> [Problem to solve] Go line by line through the records below. Copy whichever lines contain the string "Campos".

Top of Raw data

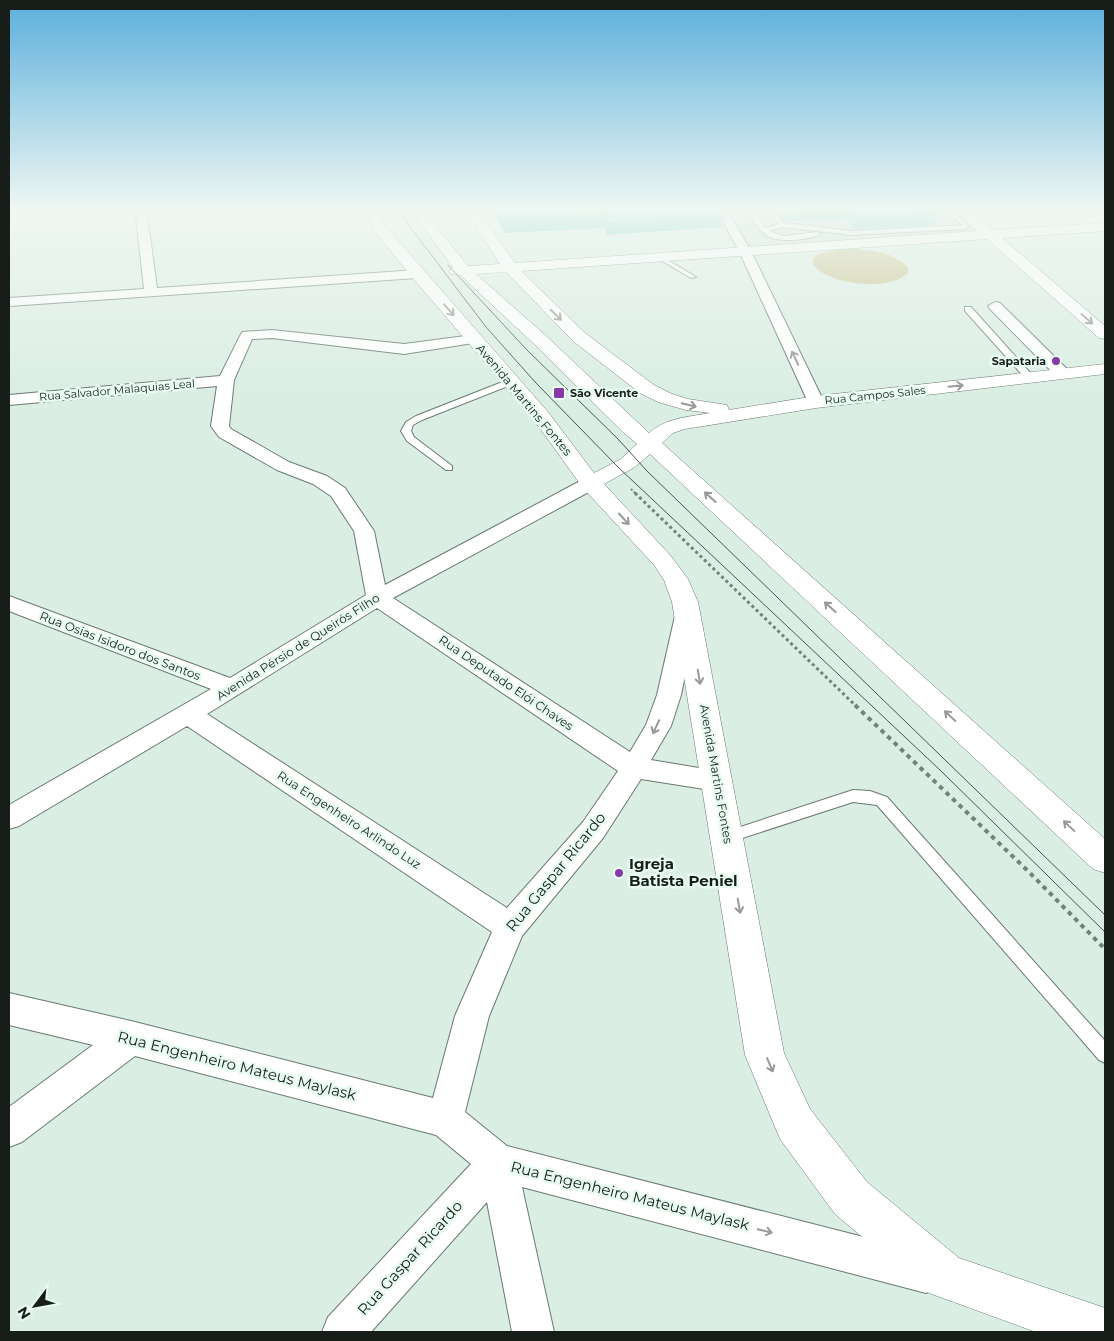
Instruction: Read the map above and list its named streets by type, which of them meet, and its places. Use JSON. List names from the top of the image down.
{
  "streets": {
    "main road": ["Rua Campos Sales", "Avenida Martins Fontes"],
    "street": [
      "Rua Salvador Malaquias Leal",
      "Rua Osias Isidoro dos Santos",
      "Avenida Pérsio de Queirós Filho",
      "Rua Deputado Elói Chaves",
      "Rua Engenheiro Arlindo Luz",
      "Rua Gaspar Ricardo",
      "Rua Engenheiro Mateus Maylask"
    ]
  },
  "crossings": [
    ["Rua Campos Sales", "Avenida Martins Fontes"],
    ["Rua Campos Sales", "Avenida Pérsio de Queirós Filho"],
    ["Avenida Martins Fontes", "Avenida Pérsio de Queirós Filho"],
    ["Avenida Martins Fontes", "Rua Gaspar Ricardo"],
    ["Avenida Martins Fontes", "Rua Engenheiro Mateus Maylask"],
    ["Rua Osias Isidoro dos Santos", "Avenida Pérsio de Queirós Filho"],
    ["Avenida Pérsio de Queirós Filho", "Rua Deputado Elói Chaves"],
    ["Avenida Pérsio de Queirós Filho", "Rua Engenheiro Arlindo Luz"],
    ["Rua Deputado Elói Chaves", "Rua Gaspar Ricardo"],
    ["Rua Engenheiro Arlindo Luz", "Rua Gaspar Ricardo"],
    ["Rua Gaspar Ricardo", "Rua Engenheiro Mateus Maylask"]
  ],
  "one_way": ["Rua Campos Sales", "Rua Engenheiro Mateus Maylask"],
  "places": {
    "other": ["Sapataria", "Igreja Batista Peniel"],
    "transit": ["São Vicente"]
  },
  "north": "bottom left"
}
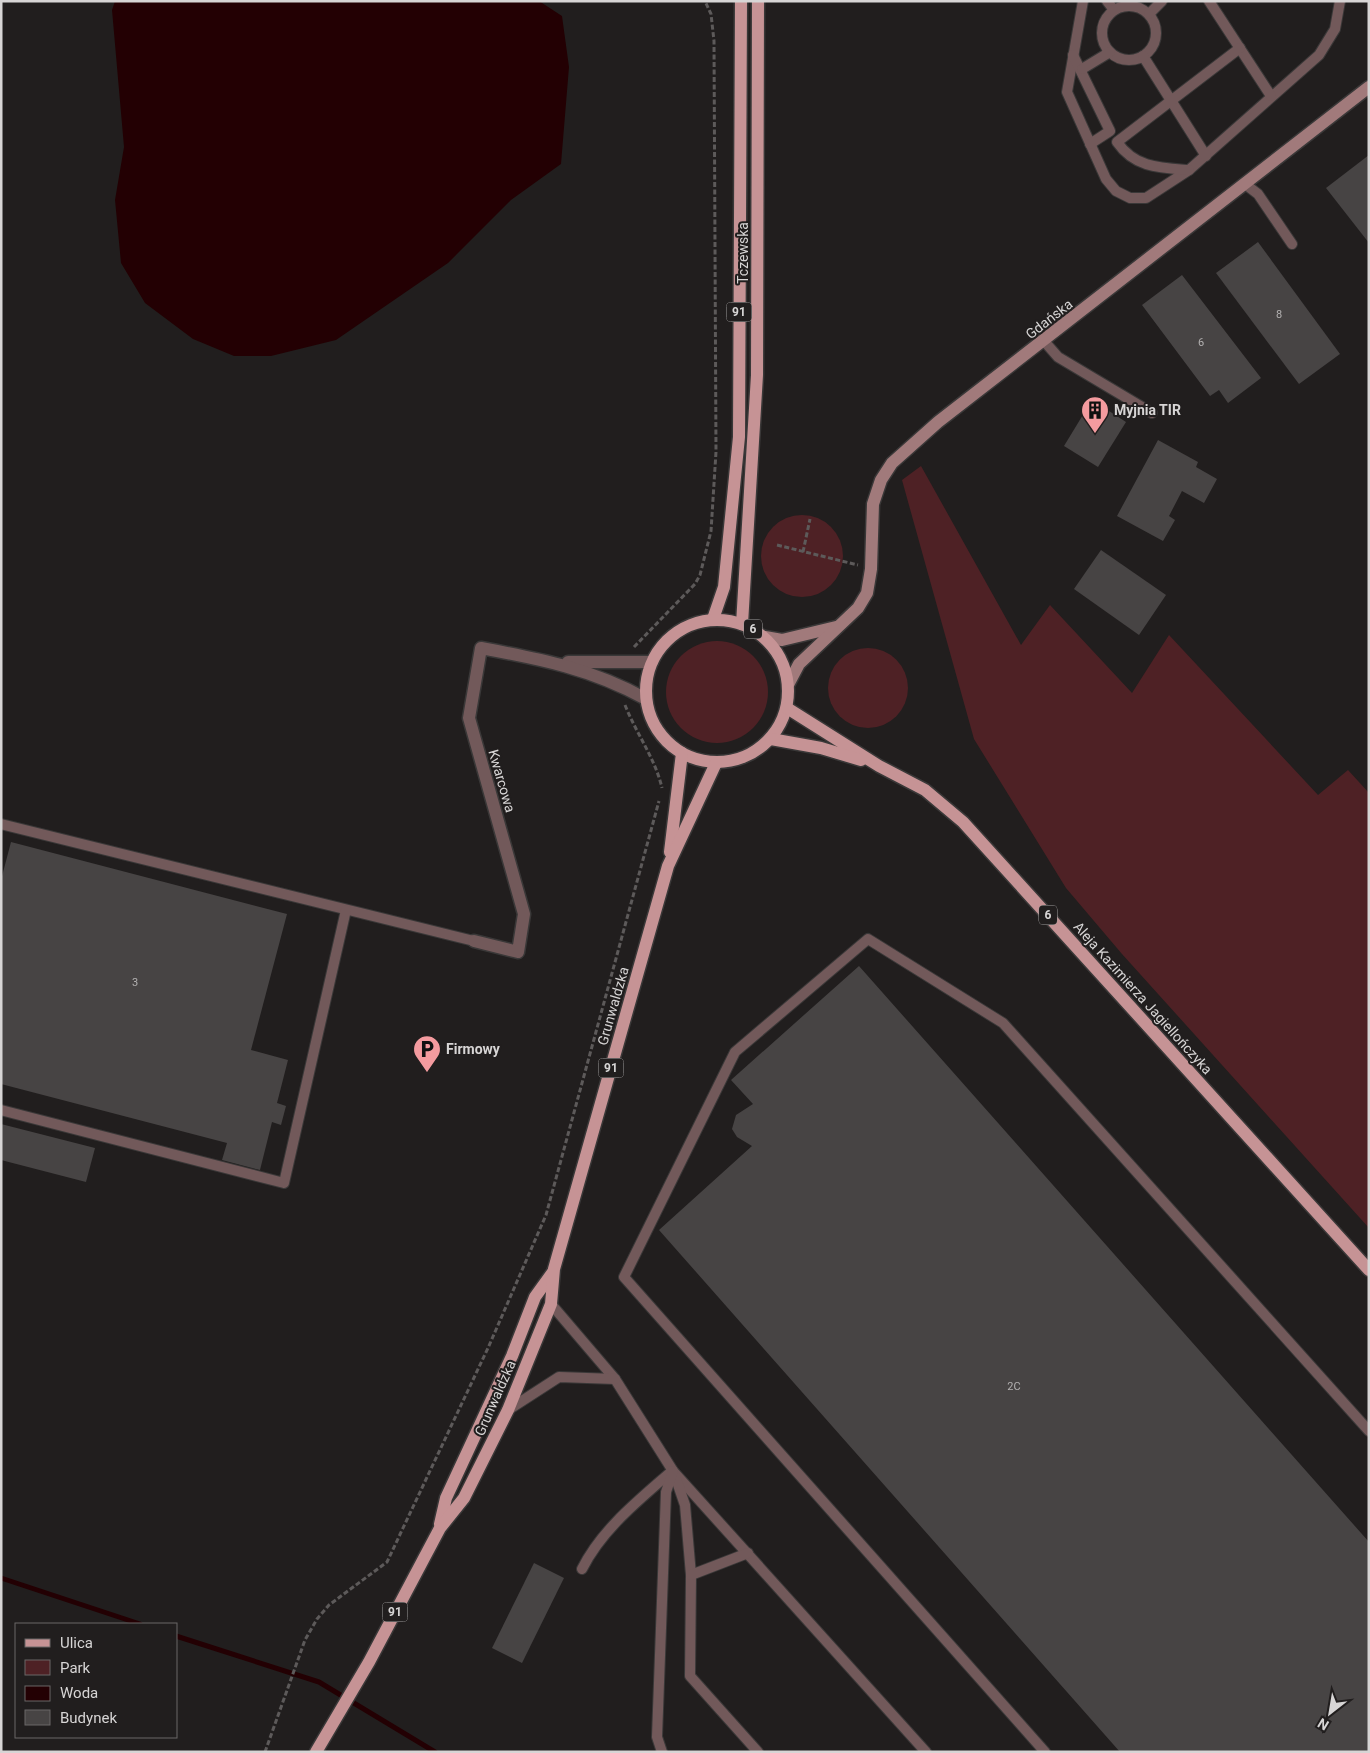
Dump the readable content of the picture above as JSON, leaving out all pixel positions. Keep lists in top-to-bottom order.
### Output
{
  "streets": {
    "main road": [
      "Tczewska",
      "91",
      "6",
      "Aleja Kazimierza Jagiellończyka",
      "Grunwaldzka"
    ],
    "street": ["Gdańska", "Kwarcowa"]
  },
  "crossings": [
    ["Tczewska", "Gdańska"],
    ["Tczewska", "6"],
    ["Tczewska", "Kwarcowa"],
    ["Tczewska", "Aleja Kazimierza Jagiellończyka"],
    ["Tczewska", "Grunwaldzka"],
    ["Gdańska", "6"],
    ["Gdańska", "Kwarcowa"],
    ["Gdańska", "Aleja Kazimierza Jagiellończyka"],
    ["Gdańska", "Grunwaldzka"],
    ["6", "Kwarcowa"],
    ["6", "Aleja Kazimierza Jagiellończyka"],
    ["6", "Grunwaldzka"],
    ["Kwarcowa", "Aleja Kazimierza Jagiellończyka"],
    ["Kwarcowa", "Grunwaldzka"],
    ["Aleja Kazimierza Jagiellończyka", "Grunwaldzka"]
  ],
  "places": {
    "building": ["Myjnia TIR"],
    "parking": ["Firmowy"]
  },
  "house_numbers": [
    "8",
    "6",
    "3",
    "2C"
  ],
  "legend": [
    "Ulica",
    "Park",
    "Woda",
    "Budynek"
  ],
  "north": "bottom left"
}
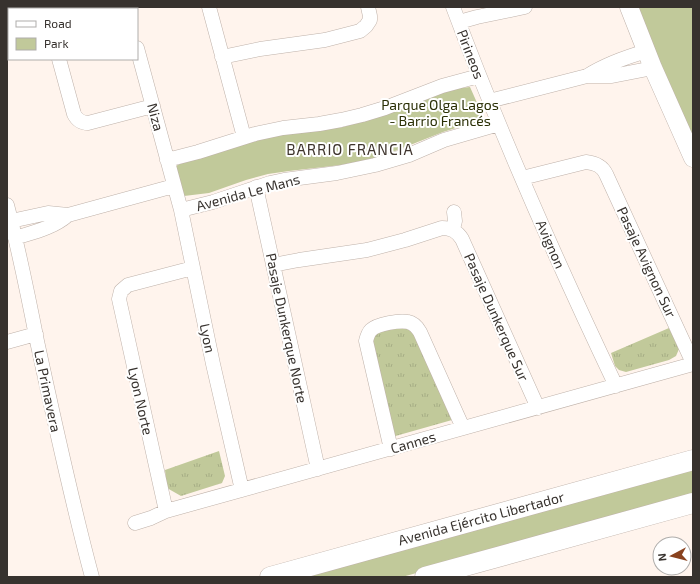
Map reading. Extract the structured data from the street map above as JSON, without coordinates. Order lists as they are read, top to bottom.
{
  "streets": {
    "main road": ["Avenida Ejército Libertador"],
    "street": [
      "Pirineos",
      "Niza",
      "Avenida Le Mans",
      "Avignon",
      "Pasaje Avignon Sur",
      "Pasaje Dunkerque Sur",
      "Pasaje Dunkerque Norte",
      "Lyon",
      "La Primavera",
      "Lyon Norte",
      "Cannes"
    ]
  },
  "crossings": [
    ["Pirineos", "Avignon"],
    ["Niza", "Lyon"],
    ["Avenida Le Mans", "Avignon"],
    ["Avenida Le Mans", "Pasaje Dunkerque Norte"],
    ["Avenida Le Mans", "Lyon"],
    ["Avignon", "Pasaje Avignon Sur"],
    ["Avignon", "Cannes"],
    ["Pasaje Avignon Sur", "Cannes"],
    ["Pasaje Dunkerque Sur", "Cannes"],
    ["Pasaje Dunkerque Norte", "Cannes"],
    ["Lyon", "Lyon Norte"],
    ["Lyon", "Cannes"],
    ["Lyon Norte", "Cannes"]
  ],
  "districts": ["BARRIO FRANCIA"],
  "parks": ["Parque Olga Lagos - Barrio Francés"],
  "legend": ["Road", "Park"],
  "north": "left"
}
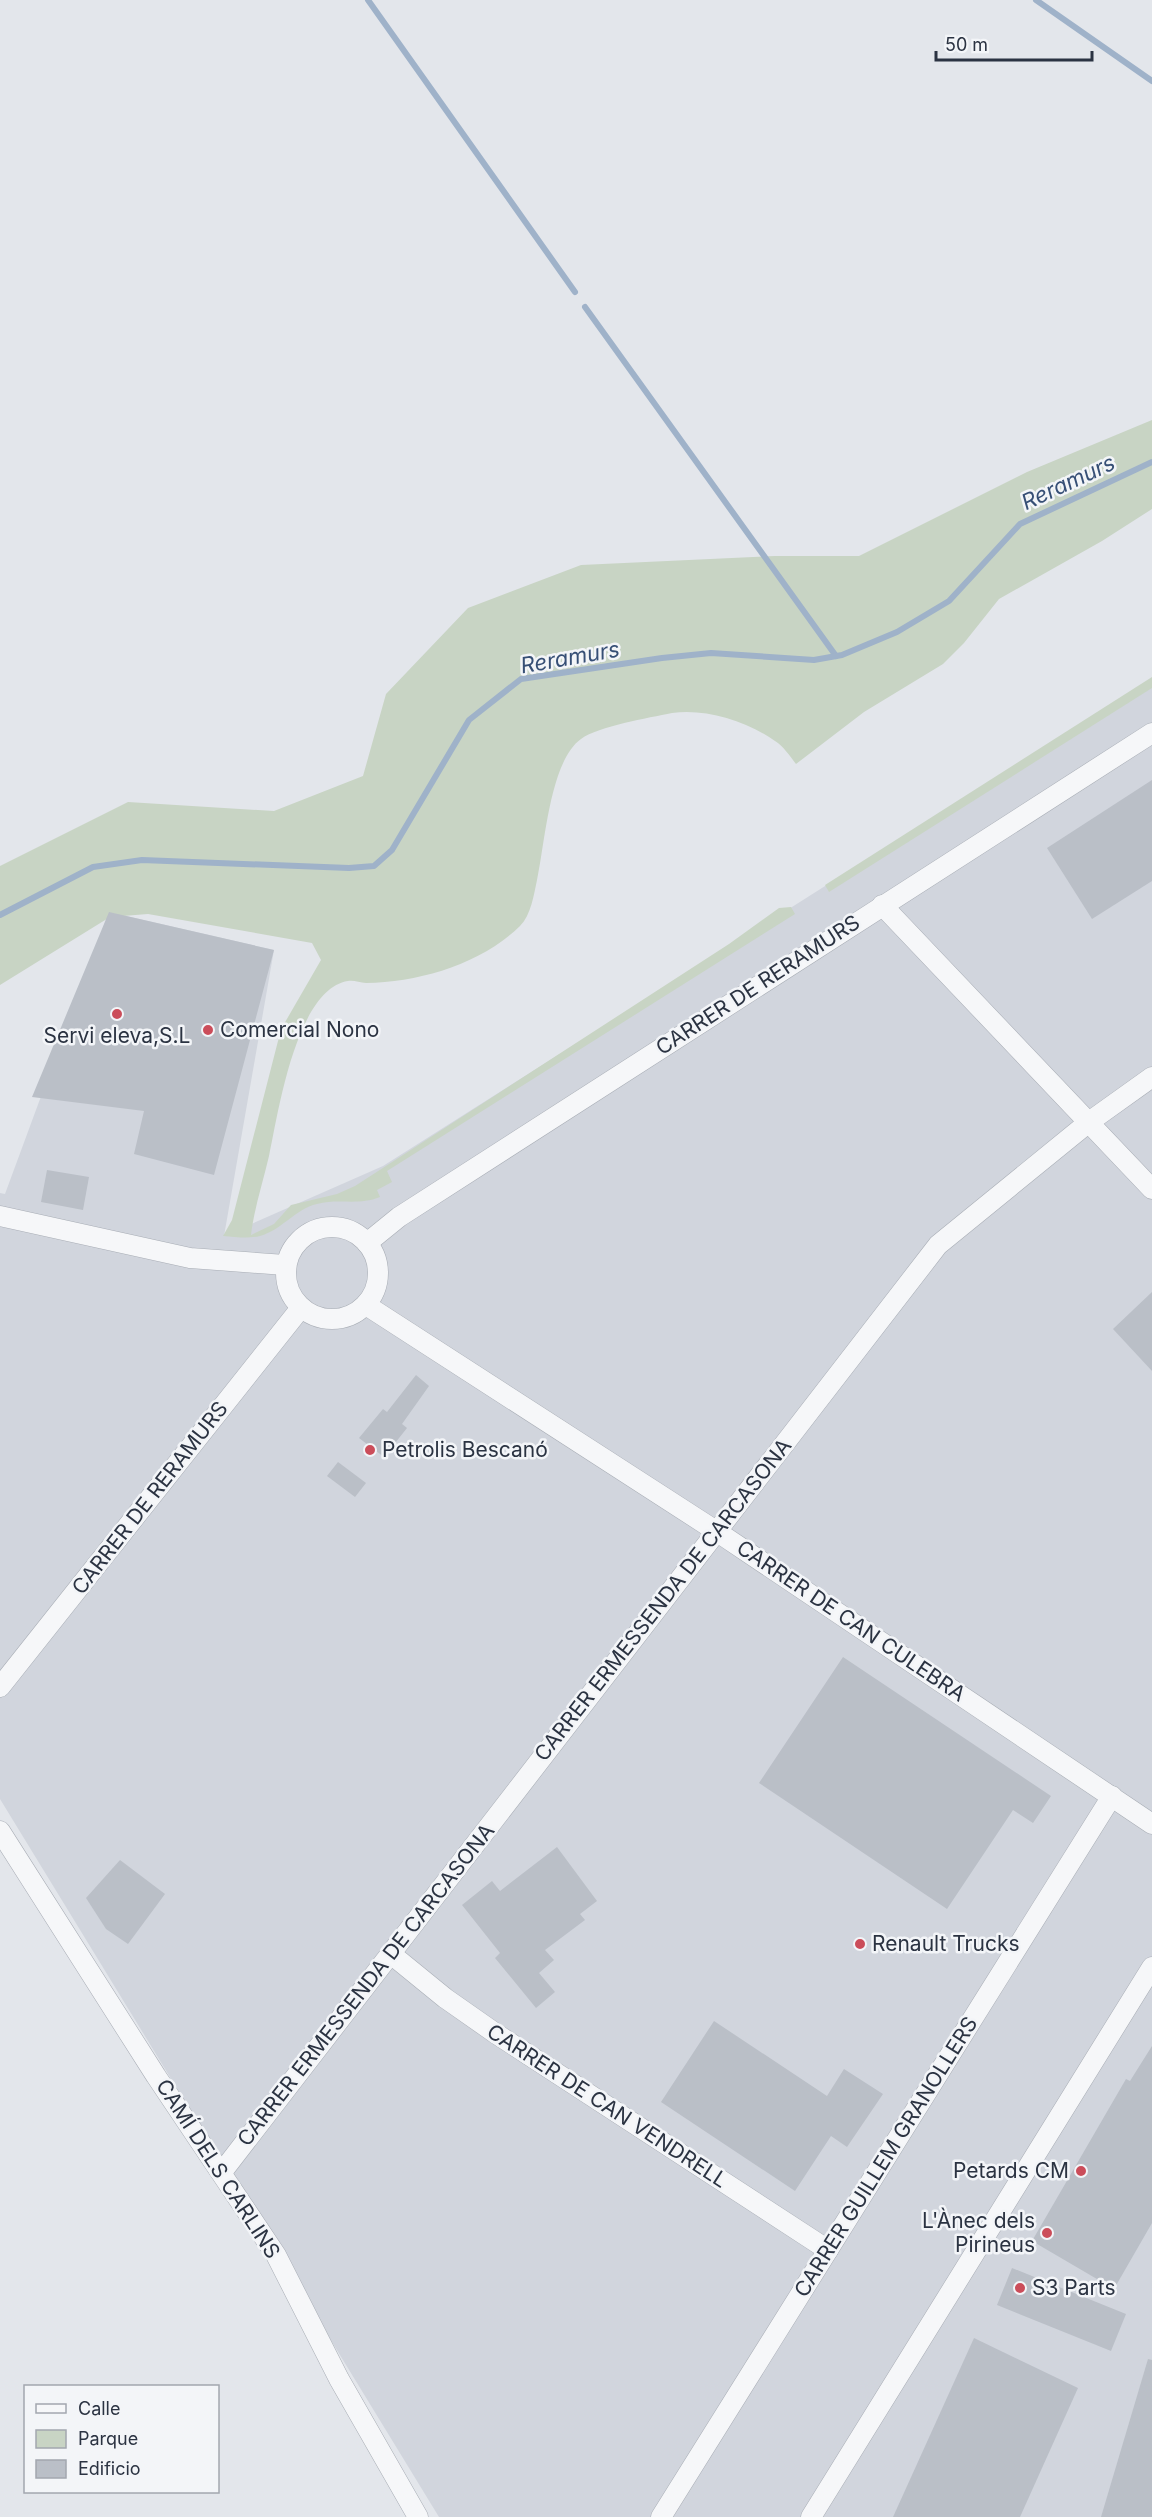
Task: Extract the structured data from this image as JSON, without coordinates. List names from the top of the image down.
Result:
{
  "streets": {
    "street": [
      "CARRER DE RERAMURS",
      "CARRER ERMESSENDA DE CARCASONA",
      "CARRER DE CAN CULEBRA",
      "CARRER DE CAN VENDRELL",
      "CARRER GUILLEM GRANOLLERS",
      "CAMÍ DELS CARLINS"
    ]
  },
  "crossings": [
    ["CARRER DE RERAMURS", "CARRER DE CAN CULEBRA"],
    ["CARRER ERMESSENDA DE CARCASONA", "CARRER DE CAN CULEBRA"],
    ["CARRER ERMESSENDA DE CARCASONA", "CARRER DE CAN VENDRELL"],
    ["CARRER ERMESSENDA DE CARCASONA", "CAMÍ DELS CARLINS"],
    ["CARRER DE CAN CULEBRA", "CARRER GUILLEM GRANOLLERS"],
    ["CARRER DE CAN VENDRELL", "CARRER GUILLEM GRANOLLERS"]
  ],
  "water": ["Reramurs"],
  "places": [
    "Servi eleva,S.L",
    "Comercial Nono",
    "Petrolis Bescanó",
    "Renault Trucks",
    "Petards CM",
    "L'Ànec dels Pirineus",
    "S3 Parts"
  ],
  "legend": ["Calle", "Parque", "Edificio"],
  "scale_bar": "50 m"
}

Bottom of Raw data

> [Exercise answer]
    "main road": ["Rua Campos Sales", "Avenida Martins Fontes"],
    ["Rua Campos Sales", "Avenida Martins Fontes"],
    ["Rua Campos Sales", "Avenida Pérsio de Queirós Filho"],
  "one_way": ["Rua Campos Sales", "Rua Engenheiro Mateus Maylask"],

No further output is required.